Otalp stood there lost in rapture, as the sun got lower and lower in the sky, until it passed behind the hills and his vision was lost. His heart sank. How cruel the Fates could be, to give him such a glimpse and then take it away! It was yet another example of the unreliability of the natural world.

As, dejected, he turned to leave, he saw on the side of one of those hills a wisp of smoke, and then a flicker of orange light. Some shepherd’s campfire, no doubt.

Of course! Inspiration struck him and he marched quickly up the hill. “Pardon me, good sir shepherd, but you seem to have some skill with fire. Is that right?”

“Well, I can build a fire, if that’s what you mean.”

“Wonderful! I would like to hire you to build a fire for me and keep it gong through the night. I can pay you handsomely.”

The shepherd considered for a moment. “Well, I don’t see any reason not to take your money.” Arrangements were made, and before the twilight was gone from the sky Otalp was back in the cave, while the shepherd build a fire just outside.
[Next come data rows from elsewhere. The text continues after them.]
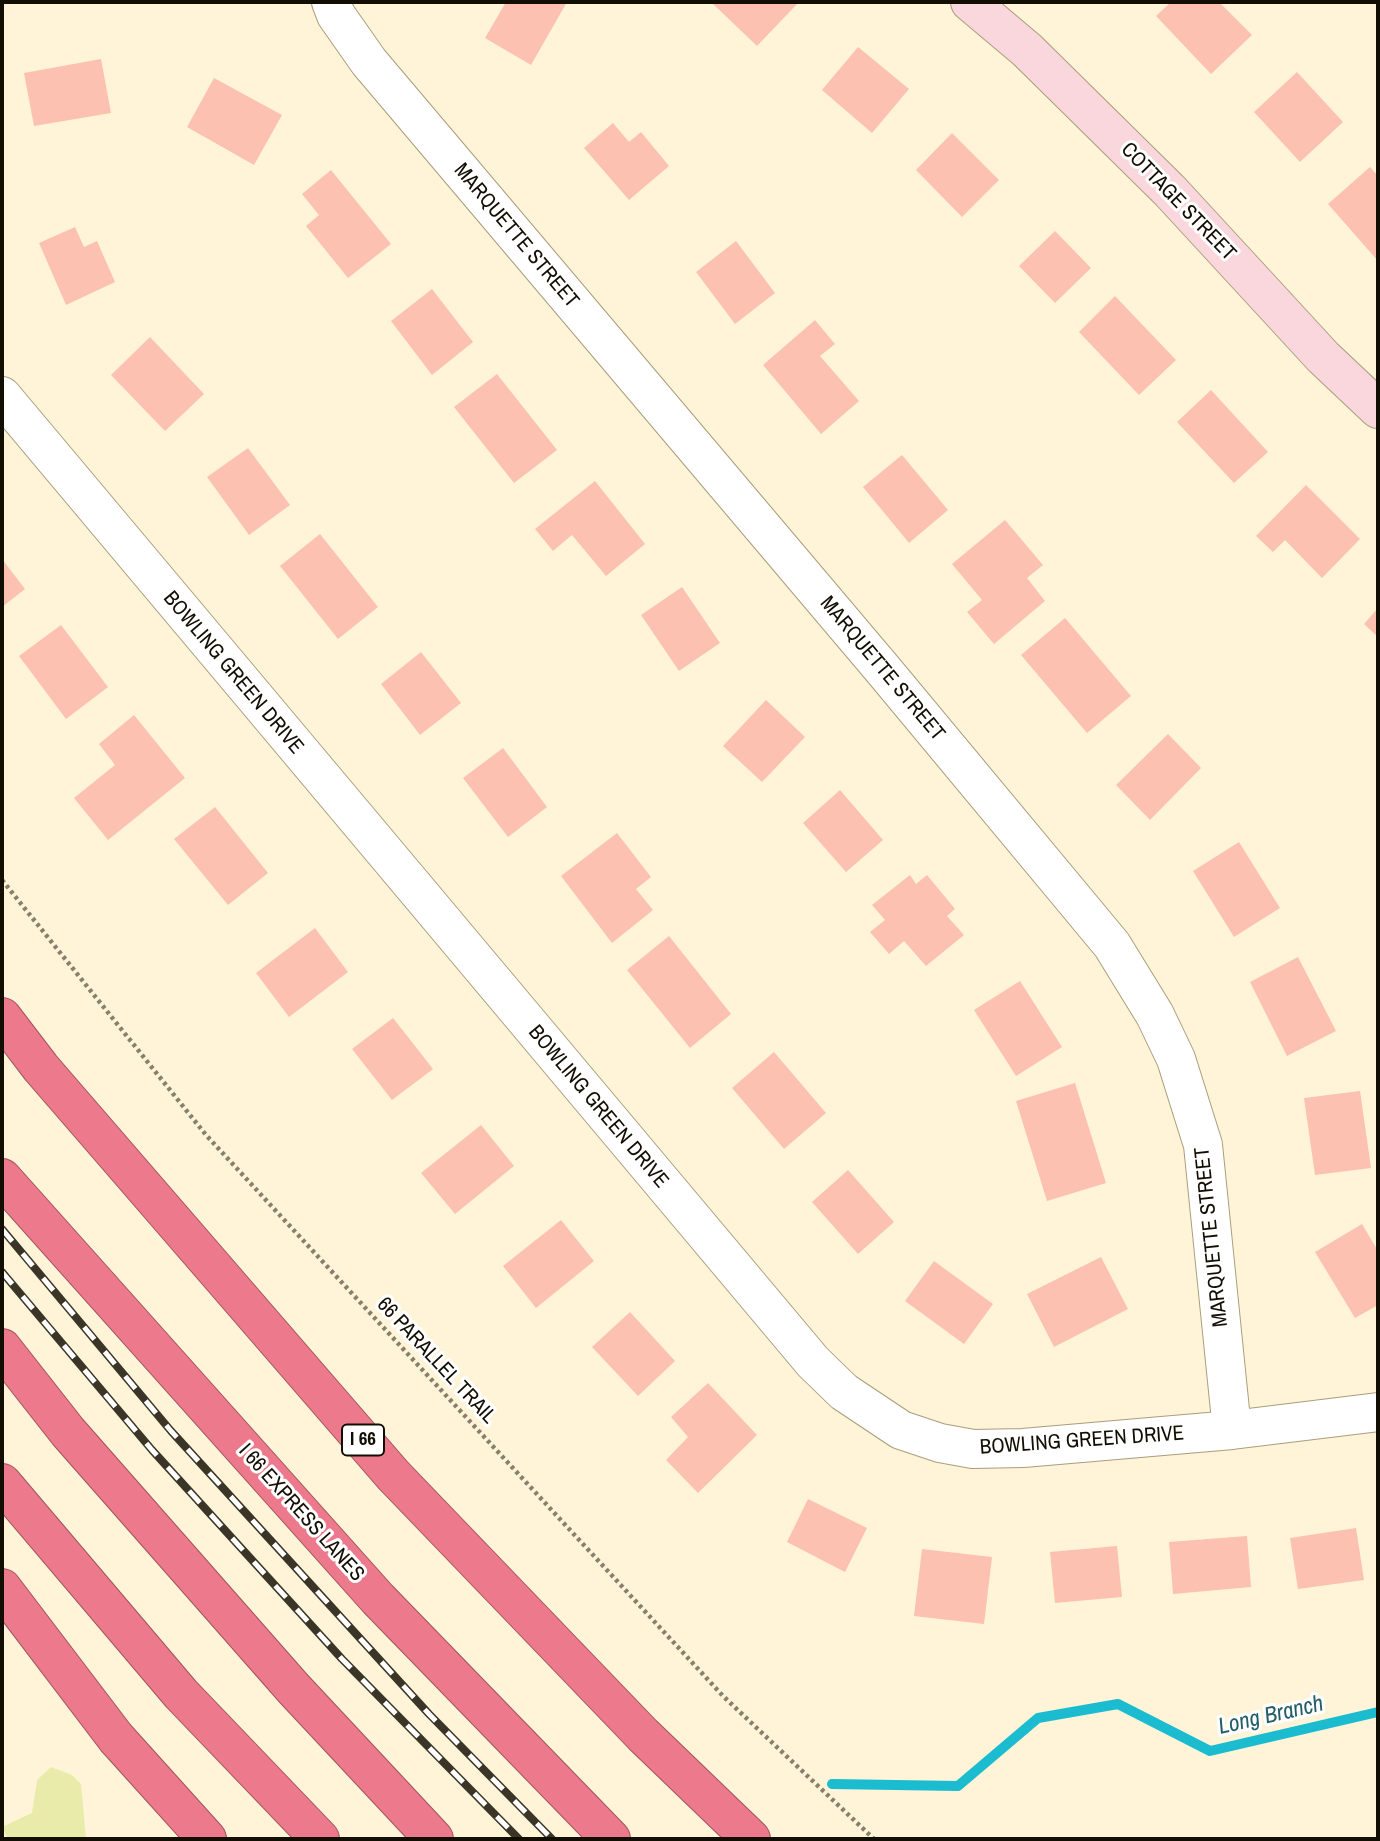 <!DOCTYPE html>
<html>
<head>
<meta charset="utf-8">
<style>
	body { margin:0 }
	#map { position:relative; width:1380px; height:1841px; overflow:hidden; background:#fff4d7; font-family:"Archivo Narrow",sans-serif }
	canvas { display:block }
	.frame { position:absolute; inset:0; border:4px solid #120e03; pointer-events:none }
</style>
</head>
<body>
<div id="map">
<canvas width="1380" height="1841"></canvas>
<div class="frame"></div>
</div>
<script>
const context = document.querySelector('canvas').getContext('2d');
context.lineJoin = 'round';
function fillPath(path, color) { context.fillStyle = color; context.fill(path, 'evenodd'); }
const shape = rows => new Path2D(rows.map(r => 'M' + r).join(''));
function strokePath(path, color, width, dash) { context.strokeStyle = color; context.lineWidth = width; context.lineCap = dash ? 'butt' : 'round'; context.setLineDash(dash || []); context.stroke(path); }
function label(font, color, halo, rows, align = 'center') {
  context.font = font + ' "Archivo Narrow",sans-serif'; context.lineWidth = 6; context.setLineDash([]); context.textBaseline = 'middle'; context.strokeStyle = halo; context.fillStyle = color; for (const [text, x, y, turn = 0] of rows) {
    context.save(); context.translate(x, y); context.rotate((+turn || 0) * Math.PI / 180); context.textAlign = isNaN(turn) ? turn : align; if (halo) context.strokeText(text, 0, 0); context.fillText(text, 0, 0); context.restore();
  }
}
fillPath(shape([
	[51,1767,72,1775,81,1784,86,1839,8,1839,2,1827,32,1813,37,1780]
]), '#e8eba9');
strokePath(shape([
	[832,1784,958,1786,1038,1718,1118,1704,1210,1751,1378,1712]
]), '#1bbbd0', 10);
fillPath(shape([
	[506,2,567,2,531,65,485,38],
	[711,2,799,2,757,46],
	[1171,2,1219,2,1252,35,1211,74,1156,16],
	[858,47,909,89,872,133,822,90],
	[101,59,111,113,34,126,24,73],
	[1297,72,1343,122,1300,162,1254,112],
	[214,78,282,115,254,165,187,127],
	[613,123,629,142,641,132,669,166,629,200,584,148],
	[952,133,999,180,962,217,916,170],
	[1370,167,1378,176,1378,261,1328,204],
	[331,170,391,244,348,278,306,226,319,215,302,194],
	[75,227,84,247,97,241,115,282,66,305,39,243],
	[1055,231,1091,268,1055,303,1019,266],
	[736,241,775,293,735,324,696,272],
	[432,289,473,342,432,375,391,321],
	[1115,296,1176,360,1139,395,1079,332],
	[815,320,835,344,820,356,859,401,821,434,763,365],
	[150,337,204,394,165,431,111,375],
	[497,374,557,450,514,483,454,407],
	[1211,390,1268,452,1234,483,1177,422],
	[248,448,290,505,249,535,207,477],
	[902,455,948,510,909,543,863,487],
	[595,481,645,544,606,576,572,535,553,551,535,529],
	[1306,485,1360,539,1322,578,1285,540,1273,552,1256,536],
	[1005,520,1043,565,1027,578,1045,601,994,644,967,612,982,600,952,564],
	[320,534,378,607,338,639,280,566],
	[2,559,25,589,2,607],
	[682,587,720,643,679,671,641,615],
	[1378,608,1378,637,1364,624],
	[1065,618,1131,696,1087,733,1021,655],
	[61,625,108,687,66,719,19,656],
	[421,652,461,703,420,735,381,684],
	[766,700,805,737,762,782,723,746],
	[134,715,185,778,108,840,74,798,115,765,99,744],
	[1168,734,1201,768,1150,820,1116,785],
	[503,748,547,807,508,837,463,778],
	[840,790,883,840,846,872,803,823],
	[215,807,268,873,228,905,174,839],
	[617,833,651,877,636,889,653,910,612,943,561,876],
	[1239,842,1280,908,1234,937,1193,871],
	[910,875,916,884,927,875,955,909,947,916,964,935,926,966,904,941,889,954,870,932,885,920,872,905],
	[315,928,348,972,289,1017,256,973],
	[669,936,731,1014,690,1048,627,970],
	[1298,957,1336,1031,1287,1056,1250,982],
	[1020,981,1062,1047,1016,1076,974,1010],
	[393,1018,433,1069,392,1100,352,1049],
	[774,1052,826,1113,784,1149,732,1088],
	[1075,1083,1106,1183,1047,1201,1016,1101],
	[1360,1091,1371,1168,1315,1175,1304,1098],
	[481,1125,514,1166,455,1214,421,1173],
	[848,1170,894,1222,858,1254,812,1202],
	[561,1220,594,1261,536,1308,503,1266],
	[1362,1224,1378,1251,1378,1305,1355,1318,1315,1252],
	[1101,1257,1128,1309,1054,1347,1027,1294],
	[934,1261,993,1304,964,1344,905,1301],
	[630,1312,675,1361,638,1396,592,1347],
	[708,1383,757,1435,698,1493,666,1460,688,1437,671,1417],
	[808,1499,867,1528,845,1572,787,1542],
	[1356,1528,1364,1580,1298,1589,1290,1538],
	[1247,1536,1251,1587,1173,1594,1169,1542],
	[1117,1546,1122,1597,1055,1603,1050,1552],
	[922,1549,992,1557,984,1624,914,1616]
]), '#fcc1b0');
const street = shape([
	[331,2,336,15,369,62,885,672,1112,945,1155,1015,1176,1059,1203,1145,1232,1430],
	[2,396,813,1362,844,1392,901,1430,940,1443,973,1449,1023,1448,1232,1430,1378,1412]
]);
const secondary = shape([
	[970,2,1027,50,1170,191,1323,357,1378,409]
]);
const highway = shape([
	[2,1017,41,1068,393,1475,643,1735,751,1839],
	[2,1178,378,1599,611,1839],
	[2,1348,68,1432,293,1688,434,1839],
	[2,1483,181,1694,320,1839],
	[2,1588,116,1738,207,1839]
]);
strokePath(street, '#aa9d7c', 40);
strokePath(secondary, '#aa9d7c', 40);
strokePath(highway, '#a0545c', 40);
strokePath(shape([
	[2,880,206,1135,723,1696,874,1839]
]), '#87806c', 4.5, [3.5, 3.5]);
strokePath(street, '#fff', 38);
strokePath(secondary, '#f9d7dc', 38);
strokePath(highway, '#ec7a8c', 38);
const rail = shape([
	[2,1229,171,1431,429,1714,552,1839],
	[2,1272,152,1450,342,1659,519,1839]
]);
strokePath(rail, '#3a3527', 8);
strokePath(rail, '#fff', 5, [16]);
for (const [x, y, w] of [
	[363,1440,42]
]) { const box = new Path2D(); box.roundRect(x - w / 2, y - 15.5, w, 31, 5); context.fillStyle = '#fff'; context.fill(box); strokePath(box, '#120e03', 2); }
label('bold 19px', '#120e03', null, [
	["I 66",363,1440]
]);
label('21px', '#120e03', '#fff', [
	["COTTAGE STREET",1178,202,46],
	["MARQUETTE STREET",516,236,50],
	["MARQUETTE STREET",882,669,50],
	["BOWLING GREEN DRIVE",233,673,50],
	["BOWLING GREEN DRIVE",598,1107,50],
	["MARQUETTE STREET",1212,1237,-96],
	["66 PARALLEL TRAIL",436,1361,47],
	["BOWLING GREEN DRIVE",1082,1441,-4],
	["I 66 EXPRESS LANES",301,1513,48]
]);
label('italic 23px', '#235d66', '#fff', [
	["Long Branch",1271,1716,-13]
]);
</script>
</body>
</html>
And the firelight fell on the wall of the cave, and Otalp again beheld his circle.

And more! A bit of smoke from the fire found its away into the cave and made his eyes water. The circle that he beheld was now refracted and split by the tears on his eyelashes into a beautiful, perfectly geometric pattern. (At least, perfect as far as he was able to determine.)

After a while Otalp’s body began to tire (again, the flesh failed him!), and he started to slump, taking the circle out of his vision. But he found that he could take his belt and tie his head to a boulder to keep it steady.

And thus, bound in one place so that he could behold nothing except the play of light and shadow on the wall of the cave, Otalp found at least the perfect ideal realm that he had sought. He could ignore the messy, complex, disordered, contingent world outside and live here. He had found his truth and his beauty. He was never going back.

(I have heard that, centuries ago in Greece, someone told this story backwards. I can only presume that was a joke of some sort.)